Agreed,
The recovery, injured, coming back from time off etc… is by far my most hated cheater.
I’ve done many D races, nearly every time a rider ruins the race, if they do respond to questions. This is the usual BS response. 99.9999% of the time this same supposedly injured rider, destroys the field and wins easily.
This absolutely needs to be addressed in the design of upcoming category enforcement. Possibly, in stage two.
As we’ve covered numerous times, I believe a qualifying race separate from community racing is the obvious solution. Any new rider must complete this race in order to be categorized. Once completed, the new rider may enter community race events.
Obviously, a rider can sandbag this qualifying race, however additional in race protection in community racing would provide further protection. Something like the cone system, more advanced and more effective.
I imagine this improved in race protection would need to be very rapid. Rapidly flagging a suspect rider and simply making them invisible to other racers temporarily. Before the flagged rider is able to ruin an event.

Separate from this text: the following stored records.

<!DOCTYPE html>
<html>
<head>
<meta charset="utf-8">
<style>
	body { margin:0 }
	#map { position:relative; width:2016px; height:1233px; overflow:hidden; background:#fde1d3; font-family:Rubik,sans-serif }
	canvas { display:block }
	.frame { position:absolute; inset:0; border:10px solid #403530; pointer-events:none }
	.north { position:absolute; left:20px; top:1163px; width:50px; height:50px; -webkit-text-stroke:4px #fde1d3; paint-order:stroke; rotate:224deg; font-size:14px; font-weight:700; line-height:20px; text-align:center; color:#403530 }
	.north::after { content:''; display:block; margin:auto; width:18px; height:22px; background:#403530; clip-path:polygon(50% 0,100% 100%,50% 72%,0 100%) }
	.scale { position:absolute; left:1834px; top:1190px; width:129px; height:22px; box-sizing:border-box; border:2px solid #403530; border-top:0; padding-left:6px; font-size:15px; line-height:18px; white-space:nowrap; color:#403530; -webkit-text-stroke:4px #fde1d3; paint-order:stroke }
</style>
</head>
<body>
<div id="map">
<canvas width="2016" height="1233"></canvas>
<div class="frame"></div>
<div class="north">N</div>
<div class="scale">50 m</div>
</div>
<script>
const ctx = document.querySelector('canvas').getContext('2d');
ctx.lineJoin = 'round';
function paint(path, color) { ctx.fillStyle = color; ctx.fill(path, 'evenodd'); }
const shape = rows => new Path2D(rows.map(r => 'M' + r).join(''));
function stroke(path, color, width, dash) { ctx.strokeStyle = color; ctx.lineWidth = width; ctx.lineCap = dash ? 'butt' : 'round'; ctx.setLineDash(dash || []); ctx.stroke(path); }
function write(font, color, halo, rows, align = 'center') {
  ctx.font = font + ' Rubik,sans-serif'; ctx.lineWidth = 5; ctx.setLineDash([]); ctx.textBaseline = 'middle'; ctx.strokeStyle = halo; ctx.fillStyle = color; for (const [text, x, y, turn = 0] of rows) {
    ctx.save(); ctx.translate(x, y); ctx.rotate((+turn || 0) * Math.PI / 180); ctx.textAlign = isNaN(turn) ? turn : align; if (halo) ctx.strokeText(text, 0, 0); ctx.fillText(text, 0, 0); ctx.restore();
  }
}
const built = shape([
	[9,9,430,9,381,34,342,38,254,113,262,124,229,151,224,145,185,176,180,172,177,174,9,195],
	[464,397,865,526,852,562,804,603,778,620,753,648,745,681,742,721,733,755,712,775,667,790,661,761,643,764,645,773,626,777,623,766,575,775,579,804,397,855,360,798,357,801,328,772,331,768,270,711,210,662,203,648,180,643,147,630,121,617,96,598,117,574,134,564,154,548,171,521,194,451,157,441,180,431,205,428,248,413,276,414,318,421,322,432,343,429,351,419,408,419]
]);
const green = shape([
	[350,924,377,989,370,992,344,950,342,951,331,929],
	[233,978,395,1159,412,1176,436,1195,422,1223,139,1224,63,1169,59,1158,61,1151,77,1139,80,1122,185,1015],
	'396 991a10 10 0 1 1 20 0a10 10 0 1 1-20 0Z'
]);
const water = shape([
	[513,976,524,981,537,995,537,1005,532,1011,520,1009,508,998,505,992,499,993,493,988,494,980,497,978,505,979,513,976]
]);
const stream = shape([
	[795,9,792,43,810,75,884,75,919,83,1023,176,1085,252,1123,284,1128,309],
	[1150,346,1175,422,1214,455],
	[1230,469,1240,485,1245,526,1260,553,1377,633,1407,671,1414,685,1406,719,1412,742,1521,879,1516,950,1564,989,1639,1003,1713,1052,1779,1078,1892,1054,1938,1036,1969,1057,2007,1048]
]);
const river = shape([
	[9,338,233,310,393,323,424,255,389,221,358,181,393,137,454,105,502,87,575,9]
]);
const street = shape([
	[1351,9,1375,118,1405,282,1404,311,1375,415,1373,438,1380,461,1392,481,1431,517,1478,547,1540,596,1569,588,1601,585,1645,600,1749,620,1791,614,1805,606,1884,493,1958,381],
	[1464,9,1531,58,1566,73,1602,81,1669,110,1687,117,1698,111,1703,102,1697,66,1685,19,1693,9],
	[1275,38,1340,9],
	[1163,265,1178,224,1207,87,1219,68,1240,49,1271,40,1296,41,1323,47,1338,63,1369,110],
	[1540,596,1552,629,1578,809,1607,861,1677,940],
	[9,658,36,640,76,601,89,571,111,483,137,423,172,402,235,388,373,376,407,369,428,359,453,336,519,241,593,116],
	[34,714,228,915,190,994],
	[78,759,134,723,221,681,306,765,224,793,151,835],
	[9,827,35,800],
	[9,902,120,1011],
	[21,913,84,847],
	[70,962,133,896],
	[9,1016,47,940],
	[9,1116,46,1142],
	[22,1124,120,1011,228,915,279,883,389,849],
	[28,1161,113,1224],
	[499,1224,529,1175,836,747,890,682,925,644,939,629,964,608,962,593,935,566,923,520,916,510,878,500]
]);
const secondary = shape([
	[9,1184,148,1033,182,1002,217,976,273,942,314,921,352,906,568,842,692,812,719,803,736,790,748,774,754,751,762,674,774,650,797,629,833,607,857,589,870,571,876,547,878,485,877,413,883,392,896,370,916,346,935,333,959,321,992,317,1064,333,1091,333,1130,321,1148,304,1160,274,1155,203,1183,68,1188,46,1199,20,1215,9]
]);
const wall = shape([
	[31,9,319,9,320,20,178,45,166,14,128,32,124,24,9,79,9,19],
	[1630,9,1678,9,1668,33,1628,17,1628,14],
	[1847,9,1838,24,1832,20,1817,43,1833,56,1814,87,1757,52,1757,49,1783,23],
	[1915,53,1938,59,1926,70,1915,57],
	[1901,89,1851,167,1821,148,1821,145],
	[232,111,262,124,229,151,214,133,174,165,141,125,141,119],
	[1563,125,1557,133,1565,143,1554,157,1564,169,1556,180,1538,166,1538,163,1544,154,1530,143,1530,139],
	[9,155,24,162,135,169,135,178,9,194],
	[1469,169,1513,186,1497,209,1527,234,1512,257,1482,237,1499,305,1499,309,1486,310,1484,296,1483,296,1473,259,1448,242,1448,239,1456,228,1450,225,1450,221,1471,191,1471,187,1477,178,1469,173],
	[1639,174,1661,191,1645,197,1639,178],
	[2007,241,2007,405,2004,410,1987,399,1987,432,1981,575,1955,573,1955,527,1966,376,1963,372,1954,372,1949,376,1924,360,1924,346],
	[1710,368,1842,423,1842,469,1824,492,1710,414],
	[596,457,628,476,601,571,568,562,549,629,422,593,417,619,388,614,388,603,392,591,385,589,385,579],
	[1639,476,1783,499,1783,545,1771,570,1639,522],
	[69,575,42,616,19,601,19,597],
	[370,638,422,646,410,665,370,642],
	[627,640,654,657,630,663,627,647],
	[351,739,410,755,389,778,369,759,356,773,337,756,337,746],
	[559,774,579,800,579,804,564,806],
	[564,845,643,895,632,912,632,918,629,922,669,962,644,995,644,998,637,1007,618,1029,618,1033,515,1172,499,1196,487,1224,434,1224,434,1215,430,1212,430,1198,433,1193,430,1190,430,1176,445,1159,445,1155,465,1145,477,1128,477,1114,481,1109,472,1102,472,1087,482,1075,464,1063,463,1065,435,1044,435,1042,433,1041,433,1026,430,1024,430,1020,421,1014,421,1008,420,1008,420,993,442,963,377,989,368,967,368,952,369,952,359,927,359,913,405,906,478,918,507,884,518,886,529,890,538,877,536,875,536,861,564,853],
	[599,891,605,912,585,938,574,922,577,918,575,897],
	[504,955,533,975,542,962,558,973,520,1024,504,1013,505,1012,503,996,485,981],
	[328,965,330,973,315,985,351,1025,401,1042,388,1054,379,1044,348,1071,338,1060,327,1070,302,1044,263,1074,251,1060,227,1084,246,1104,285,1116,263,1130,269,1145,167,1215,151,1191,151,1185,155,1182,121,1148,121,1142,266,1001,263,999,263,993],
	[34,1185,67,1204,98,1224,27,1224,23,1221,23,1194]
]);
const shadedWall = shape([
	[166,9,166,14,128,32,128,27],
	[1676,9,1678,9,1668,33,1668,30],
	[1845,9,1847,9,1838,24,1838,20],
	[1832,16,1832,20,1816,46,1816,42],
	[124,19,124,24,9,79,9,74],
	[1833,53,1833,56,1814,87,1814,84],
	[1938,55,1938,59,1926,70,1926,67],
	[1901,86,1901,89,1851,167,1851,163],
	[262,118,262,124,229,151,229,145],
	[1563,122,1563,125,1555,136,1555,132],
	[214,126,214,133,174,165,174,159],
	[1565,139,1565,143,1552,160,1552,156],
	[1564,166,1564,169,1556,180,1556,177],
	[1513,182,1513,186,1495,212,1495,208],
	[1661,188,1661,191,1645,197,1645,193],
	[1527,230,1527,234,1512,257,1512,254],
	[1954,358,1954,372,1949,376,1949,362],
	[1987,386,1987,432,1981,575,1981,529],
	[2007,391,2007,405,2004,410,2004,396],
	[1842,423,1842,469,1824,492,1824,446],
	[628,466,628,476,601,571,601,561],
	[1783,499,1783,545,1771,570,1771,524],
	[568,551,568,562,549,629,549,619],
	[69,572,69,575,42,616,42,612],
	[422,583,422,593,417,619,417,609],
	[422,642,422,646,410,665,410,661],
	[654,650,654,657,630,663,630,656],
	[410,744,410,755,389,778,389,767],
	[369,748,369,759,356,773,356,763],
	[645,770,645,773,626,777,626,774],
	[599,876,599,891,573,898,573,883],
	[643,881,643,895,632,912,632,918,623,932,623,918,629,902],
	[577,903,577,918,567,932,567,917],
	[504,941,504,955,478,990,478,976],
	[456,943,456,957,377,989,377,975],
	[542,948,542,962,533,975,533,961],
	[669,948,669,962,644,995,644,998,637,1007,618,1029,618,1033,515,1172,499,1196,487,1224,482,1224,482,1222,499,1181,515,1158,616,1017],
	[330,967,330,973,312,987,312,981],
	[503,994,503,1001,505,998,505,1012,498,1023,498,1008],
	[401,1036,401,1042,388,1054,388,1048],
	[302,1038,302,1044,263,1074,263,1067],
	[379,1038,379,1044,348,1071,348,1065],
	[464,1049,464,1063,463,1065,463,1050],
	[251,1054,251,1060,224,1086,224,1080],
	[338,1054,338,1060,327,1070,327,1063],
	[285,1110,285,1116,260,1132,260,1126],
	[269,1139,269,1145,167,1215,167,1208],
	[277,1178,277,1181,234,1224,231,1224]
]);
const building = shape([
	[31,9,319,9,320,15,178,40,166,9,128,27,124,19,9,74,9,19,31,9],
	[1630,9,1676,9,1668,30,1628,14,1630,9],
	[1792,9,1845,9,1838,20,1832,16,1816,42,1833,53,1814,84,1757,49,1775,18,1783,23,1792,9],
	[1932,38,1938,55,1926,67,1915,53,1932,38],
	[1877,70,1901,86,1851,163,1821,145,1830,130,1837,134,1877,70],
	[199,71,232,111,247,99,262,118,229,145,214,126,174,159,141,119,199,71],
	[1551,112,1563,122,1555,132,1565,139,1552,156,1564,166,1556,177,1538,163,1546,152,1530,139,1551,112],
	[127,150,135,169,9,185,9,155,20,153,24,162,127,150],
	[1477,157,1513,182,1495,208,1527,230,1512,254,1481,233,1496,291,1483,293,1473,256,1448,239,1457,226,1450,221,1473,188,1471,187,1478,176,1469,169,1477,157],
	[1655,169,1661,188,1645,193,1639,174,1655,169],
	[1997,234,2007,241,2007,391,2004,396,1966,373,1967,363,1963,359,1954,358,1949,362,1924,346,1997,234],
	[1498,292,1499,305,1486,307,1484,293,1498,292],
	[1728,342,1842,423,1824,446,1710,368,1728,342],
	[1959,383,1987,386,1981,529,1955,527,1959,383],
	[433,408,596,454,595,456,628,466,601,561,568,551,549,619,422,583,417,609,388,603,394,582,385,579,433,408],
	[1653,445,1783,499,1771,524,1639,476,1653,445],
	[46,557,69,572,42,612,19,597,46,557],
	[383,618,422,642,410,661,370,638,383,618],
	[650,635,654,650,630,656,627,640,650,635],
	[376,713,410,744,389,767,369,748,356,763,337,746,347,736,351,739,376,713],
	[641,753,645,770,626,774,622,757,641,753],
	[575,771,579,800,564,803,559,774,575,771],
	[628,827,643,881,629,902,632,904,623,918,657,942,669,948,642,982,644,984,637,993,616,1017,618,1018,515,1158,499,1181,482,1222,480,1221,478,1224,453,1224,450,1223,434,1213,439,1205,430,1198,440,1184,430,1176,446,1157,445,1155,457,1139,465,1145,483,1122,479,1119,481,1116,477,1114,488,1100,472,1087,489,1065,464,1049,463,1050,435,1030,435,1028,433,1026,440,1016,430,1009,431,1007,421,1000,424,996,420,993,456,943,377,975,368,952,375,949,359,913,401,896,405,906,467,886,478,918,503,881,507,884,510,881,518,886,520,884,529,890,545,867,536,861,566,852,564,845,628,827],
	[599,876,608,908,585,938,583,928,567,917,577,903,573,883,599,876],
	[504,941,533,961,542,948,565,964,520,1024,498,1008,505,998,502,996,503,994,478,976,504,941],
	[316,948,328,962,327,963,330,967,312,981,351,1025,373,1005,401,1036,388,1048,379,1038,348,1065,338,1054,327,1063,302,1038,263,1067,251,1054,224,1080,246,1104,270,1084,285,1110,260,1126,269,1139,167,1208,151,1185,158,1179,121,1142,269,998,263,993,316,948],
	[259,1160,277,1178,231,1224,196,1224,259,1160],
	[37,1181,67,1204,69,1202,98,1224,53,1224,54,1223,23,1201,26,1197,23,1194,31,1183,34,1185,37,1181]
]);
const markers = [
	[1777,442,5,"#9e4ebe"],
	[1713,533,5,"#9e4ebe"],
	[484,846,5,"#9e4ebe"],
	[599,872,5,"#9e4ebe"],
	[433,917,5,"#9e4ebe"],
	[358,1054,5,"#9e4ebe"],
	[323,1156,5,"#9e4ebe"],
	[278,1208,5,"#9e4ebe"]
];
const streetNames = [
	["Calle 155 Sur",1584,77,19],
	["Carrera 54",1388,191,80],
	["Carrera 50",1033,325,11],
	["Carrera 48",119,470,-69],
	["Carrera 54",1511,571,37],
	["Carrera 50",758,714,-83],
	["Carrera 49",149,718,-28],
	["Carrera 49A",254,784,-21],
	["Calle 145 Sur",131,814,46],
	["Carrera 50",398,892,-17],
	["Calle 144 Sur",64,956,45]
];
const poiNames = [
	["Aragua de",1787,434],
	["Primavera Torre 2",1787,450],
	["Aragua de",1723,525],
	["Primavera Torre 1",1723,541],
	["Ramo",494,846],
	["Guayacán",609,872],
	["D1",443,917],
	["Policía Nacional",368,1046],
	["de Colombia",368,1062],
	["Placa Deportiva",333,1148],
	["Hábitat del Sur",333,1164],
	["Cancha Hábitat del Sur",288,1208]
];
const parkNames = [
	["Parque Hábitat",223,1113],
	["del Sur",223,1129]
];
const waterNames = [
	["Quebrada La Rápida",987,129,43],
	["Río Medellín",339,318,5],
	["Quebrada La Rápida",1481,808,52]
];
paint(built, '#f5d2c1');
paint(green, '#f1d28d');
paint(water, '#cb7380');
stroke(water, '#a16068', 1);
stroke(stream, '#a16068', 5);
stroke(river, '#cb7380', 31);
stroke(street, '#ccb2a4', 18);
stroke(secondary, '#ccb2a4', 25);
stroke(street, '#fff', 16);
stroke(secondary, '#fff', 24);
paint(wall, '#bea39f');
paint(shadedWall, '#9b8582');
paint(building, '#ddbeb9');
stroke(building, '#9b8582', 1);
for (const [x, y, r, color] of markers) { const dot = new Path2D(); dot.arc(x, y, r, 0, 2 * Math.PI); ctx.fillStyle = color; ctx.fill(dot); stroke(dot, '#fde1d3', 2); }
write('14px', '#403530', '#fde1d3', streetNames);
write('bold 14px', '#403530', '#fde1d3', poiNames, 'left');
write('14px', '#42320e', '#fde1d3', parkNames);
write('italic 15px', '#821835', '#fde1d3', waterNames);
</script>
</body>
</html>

A further solution is to remove some of the stationary starts from Zwift racing. A large portion of the issue is from this annoying carry over. Having races start in a neutral rolling start, like joining a pace partner, would make it even harder for cheaters to destroy a race so rapidly.
If a rider has not raced for an extended period, they would simply have to re-qualify or only be able to race at their previous top category.
It’s only this sort of strict enforcement that will eventually do away with the weak bullies who prey on the lower categories.